WHAT TO PRODUCE:
Each line of the records that holds "Musala" should be shown in full.

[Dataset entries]
========================================================================

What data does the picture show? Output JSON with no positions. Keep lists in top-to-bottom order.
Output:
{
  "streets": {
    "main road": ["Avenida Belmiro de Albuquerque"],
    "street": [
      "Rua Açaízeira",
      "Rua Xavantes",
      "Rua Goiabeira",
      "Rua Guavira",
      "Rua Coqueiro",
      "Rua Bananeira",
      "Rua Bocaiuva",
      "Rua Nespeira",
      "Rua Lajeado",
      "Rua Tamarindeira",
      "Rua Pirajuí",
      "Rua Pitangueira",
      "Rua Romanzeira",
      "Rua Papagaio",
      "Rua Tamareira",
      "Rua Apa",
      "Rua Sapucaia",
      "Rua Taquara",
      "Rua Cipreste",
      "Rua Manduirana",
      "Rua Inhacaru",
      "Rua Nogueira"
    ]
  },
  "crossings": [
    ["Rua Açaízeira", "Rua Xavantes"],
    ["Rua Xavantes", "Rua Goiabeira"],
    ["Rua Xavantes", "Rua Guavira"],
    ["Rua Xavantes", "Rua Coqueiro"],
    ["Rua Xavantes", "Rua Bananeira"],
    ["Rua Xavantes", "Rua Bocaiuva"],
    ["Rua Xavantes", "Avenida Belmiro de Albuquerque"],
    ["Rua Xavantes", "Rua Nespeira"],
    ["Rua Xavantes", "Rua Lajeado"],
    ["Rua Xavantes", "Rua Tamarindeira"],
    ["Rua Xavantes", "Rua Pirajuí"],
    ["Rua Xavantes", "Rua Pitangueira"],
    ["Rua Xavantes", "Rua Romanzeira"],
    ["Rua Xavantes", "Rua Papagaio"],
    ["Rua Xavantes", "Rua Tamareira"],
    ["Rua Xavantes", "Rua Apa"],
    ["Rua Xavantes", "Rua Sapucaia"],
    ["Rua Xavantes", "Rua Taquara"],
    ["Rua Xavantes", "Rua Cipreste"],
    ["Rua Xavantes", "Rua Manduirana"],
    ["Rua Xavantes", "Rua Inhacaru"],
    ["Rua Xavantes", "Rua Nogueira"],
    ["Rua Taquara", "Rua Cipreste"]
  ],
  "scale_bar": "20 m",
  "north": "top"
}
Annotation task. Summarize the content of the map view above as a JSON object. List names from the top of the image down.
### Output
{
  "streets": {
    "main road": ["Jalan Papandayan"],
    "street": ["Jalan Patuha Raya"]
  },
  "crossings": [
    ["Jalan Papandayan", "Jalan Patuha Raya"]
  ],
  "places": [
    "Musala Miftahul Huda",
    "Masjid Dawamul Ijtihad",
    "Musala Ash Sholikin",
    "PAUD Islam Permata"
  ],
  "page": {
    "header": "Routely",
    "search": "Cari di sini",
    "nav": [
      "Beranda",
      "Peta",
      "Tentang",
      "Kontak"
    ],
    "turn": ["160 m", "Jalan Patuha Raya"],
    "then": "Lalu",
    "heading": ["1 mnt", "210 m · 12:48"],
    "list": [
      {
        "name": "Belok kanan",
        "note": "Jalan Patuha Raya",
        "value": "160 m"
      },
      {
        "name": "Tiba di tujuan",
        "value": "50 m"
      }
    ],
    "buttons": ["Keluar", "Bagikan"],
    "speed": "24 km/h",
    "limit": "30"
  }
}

========================================================================

WRITTEN RESPONSE:
    "Musala Miftahul Huda",
    "Musala Ash Sholikin",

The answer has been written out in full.